■ PROVIDED INFORMATION
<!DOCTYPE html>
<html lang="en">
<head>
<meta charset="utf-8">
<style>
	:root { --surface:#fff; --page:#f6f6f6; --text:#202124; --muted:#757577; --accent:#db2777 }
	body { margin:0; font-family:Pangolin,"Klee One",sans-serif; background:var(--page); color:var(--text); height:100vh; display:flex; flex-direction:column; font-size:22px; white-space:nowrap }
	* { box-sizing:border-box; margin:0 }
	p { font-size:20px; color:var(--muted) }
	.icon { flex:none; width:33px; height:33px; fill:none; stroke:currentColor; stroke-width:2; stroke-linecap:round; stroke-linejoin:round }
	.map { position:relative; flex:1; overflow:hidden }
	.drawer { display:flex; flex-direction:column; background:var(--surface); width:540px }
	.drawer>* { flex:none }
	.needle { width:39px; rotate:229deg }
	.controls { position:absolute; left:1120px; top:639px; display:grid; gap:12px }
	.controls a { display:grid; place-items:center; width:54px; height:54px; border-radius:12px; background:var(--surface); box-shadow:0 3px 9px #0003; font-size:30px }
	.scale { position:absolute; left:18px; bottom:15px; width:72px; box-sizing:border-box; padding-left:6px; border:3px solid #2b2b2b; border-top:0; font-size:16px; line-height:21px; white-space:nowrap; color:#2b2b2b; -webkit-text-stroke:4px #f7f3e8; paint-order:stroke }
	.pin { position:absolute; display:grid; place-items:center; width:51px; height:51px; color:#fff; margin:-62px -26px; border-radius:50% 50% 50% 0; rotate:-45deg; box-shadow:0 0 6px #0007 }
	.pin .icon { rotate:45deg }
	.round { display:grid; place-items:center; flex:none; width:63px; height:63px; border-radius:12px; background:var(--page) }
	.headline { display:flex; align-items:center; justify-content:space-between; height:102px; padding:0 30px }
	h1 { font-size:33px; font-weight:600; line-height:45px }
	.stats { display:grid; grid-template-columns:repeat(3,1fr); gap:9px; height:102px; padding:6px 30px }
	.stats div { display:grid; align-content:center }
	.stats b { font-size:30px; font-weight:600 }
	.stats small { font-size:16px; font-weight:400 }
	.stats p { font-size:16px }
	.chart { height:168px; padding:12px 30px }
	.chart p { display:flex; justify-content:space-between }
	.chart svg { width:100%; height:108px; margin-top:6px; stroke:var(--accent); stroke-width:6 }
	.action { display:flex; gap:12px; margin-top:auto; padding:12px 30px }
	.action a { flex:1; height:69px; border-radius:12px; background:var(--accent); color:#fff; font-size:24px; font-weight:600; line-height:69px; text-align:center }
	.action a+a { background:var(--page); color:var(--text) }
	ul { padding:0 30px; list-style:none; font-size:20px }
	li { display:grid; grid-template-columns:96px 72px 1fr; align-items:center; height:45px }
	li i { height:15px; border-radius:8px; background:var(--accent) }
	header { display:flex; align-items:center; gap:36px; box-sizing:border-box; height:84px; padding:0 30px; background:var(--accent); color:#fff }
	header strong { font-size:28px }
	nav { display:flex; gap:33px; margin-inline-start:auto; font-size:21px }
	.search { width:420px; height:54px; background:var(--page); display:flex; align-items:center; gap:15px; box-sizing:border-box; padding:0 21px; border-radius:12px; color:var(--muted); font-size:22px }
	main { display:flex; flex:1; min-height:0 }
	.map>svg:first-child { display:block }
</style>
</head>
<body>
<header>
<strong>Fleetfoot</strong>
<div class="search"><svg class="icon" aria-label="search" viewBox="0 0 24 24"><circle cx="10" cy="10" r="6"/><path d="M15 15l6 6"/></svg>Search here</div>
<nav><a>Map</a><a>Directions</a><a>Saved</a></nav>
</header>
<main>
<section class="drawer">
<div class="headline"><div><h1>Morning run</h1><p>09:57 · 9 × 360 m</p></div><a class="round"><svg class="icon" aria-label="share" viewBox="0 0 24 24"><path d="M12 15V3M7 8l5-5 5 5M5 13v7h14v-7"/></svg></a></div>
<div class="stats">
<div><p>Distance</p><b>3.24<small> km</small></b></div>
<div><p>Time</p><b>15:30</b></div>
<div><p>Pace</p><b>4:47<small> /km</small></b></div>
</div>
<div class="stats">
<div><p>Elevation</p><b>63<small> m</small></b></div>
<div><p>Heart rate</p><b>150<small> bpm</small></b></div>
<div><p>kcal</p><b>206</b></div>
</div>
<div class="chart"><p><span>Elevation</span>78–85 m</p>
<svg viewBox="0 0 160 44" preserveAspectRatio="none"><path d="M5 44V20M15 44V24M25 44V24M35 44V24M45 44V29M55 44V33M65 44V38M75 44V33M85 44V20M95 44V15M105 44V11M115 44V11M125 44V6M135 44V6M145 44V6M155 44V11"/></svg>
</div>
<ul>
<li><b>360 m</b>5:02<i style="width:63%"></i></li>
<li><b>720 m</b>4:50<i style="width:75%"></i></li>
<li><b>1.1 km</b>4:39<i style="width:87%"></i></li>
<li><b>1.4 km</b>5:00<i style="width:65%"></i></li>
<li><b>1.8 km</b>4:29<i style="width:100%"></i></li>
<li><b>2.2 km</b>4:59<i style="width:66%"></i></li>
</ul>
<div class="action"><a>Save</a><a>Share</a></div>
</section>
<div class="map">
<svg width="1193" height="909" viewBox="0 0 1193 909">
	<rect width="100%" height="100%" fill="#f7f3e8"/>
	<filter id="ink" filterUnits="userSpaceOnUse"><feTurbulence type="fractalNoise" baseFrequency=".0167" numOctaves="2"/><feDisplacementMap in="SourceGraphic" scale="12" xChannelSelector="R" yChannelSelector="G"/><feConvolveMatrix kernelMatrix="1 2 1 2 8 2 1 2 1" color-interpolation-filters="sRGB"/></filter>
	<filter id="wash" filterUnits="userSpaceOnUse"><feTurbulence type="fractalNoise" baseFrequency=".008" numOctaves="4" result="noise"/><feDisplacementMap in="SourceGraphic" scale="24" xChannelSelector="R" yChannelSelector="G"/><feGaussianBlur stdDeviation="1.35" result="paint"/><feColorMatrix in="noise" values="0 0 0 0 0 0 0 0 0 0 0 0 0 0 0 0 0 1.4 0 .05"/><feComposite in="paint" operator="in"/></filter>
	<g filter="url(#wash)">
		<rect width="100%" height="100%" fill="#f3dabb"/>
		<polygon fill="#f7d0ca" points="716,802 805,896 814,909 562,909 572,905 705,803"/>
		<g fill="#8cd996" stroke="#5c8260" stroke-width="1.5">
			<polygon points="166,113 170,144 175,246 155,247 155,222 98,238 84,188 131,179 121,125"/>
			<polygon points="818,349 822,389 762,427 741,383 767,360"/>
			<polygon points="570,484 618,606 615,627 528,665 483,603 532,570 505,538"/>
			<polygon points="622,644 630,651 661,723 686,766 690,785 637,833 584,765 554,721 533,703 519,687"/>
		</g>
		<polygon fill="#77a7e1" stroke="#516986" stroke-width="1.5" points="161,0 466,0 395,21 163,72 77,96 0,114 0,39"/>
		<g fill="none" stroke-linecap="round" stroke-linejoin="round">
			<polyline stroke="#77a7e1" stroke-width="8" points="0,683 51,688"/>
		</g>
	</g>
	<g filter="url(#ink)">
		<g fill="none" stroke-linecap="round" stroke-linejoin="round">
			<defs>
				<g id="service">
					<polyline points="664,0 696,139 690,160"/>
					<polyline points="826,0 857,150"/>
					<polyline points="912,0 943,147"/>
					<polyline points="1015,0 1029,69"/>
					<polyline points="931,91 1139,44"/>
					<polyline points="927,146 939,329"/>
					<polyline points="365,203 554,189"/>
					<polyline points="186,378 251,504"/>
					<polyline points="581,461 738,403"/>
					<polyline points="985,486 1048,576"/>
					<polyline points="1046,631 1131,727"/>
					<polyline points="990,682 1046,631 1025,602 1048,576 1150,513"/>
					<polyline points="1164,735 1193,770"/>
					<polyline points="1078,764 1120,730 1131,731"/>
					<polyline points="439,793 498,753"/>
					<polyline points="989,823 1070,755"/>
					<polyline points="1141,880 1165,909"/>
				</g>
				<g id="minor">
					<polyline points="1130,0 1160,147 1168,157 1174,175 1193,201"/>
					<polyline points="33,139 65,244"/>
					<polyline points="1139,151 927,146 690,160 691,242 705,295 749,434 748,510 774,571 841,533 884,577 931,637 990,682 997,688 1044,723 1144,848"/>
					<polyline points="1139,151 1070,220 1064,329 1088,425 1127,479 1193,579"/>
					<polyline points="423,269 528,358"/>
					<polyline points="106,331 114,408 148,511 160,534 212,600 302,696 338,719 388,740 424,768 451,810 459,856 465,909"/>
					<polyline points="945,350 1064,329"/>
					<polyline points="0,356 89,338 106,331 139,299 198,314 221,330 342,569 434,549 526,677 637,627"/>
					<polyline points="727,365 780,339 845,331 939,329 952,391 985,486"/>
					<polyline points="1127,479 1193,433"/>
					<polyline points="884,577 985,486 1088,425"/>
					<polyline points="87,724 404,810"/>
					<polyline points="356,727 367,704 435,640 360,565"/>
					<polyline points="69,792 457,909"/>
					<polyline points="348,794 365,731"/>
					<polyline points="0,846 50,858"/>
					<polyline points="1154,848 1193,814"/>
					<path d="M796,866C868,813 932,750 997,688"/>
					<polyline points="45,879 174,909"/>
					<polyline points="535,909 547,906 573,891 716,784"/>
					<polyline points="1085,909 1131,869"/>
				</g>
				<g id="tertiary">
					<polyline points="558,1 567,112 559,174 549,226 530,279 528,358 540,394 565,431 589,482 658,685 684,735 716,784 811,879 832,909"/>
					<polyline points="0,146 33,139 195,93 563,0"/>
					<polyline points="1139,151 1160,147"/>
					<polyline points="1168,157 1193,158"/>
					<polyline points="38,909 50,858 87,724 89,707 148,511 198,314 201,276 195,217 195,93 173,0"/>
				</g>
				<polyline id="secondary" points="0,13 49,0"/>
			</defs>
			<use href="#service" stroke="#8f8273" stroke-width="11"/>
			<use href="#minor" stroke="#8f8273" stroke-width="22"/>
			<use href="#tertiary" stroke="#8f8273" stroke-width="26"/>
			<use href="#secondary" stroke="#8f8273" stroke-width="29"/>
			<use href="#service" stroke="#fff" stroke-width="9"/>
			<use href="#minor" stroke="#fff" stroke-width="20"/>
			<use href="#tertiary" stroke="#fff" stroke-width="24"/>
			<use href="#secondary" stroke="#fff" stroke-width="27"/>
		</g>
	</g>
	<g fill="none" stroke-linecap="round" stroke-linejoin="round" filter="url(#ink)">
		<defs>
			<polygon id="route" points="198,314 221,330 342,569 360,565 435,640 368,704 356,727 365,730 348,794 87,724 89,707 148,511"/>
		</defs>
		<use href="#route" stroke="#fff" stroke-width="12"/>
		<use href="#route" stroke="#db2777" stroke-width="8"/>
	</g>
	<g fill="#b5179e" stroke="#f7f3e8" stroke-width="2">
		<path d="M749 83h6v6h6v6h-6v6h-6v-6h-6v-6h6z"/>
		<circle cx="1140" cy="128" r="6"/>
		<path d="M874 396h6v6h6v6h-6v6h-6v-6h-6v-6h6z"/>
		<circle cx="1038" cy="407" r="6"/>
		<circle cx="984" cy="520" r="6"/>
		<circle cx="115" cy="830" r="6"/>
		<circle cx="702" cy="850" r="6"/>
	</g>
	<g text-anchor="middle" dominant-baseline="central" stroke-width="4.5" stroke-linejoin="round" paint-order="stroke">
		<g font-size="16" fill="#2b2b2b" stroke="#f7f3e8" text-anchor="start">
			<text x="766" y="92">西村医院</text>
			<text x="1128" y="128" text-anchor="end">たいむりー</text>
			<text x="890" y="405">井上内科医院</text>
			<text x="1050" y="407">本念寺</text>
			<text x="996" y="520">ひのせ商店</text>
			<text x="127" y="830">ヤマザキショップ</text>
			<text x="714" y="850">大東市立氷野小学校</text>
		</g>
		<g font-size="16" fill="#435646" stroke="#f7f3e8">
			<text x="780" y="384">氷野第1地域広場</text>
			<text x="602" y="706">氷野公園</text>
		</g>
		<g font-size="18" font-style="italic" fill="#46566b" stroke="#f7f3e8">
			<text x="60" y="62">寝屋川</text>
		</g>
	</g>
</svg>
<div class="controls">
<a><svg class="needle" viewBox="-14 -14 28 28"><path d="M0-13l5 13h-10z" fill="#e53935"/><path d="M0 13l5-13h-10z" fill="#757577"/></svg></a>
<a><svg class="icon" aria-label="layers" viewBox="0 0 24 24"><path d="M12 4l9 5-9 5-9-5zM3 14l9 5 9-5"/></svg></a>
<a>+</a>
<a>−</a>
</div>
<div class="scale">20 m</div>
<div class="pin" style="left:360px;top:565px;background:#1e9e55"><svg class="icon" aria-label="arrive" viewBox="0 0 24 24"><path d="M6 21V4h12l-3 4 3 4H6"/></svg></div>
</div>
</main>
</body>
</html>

■ WHAT YOU ARE ASKED TO DO
Given the records above, reproduce precisely and only the lines between the line holding "position:absolute; display:grid; place-items:center;" and the line holding "display:flex; gap:12px; margin-top:auto;", inclusive.

■ ANSWER
	.pin { position:absolute; display:grid; place-items:center; width:51px; height:51px; color:#fff; margin:-62px -26px; border-radius:50% 50% 50% 0; rotate:-45deg; box-shadow:0 0 6px #0007 }
	.pin .icon { rotate:45deg }
	.round { display:grid; place-items:center; flex:none; width:63px; height:63px; border-radius:12px; background:var(--page) }
	.headline { display:flex; align-items:center; justify-content:space-between; height:102px; padding:0 30px }
	h1 { font-size:33px; font-weight:600; line-height:45px }
	.stats { display:grid; grid-template-columns:repeat(3,1fr); gap:9px; height:102px; padding:6px 30px }
	.stats div { display:grid; align-content:center }
	.stats b { font-size:30px; font-weight:600 }
	.stats small { font-size:16px; font-weight:400 }
	.stats p { font-size:16px }
	.chart { height:168px; padding:12px 30px }
	.chart p { display:flex; justify-content:space-between }
	.chart svg { width:100%; height:108px; margin-top:6px; stroke:var(--accent); stroke-width:6 }
	.action { display:flex; gap:12px; margin-top:auto; padding:12px 30px }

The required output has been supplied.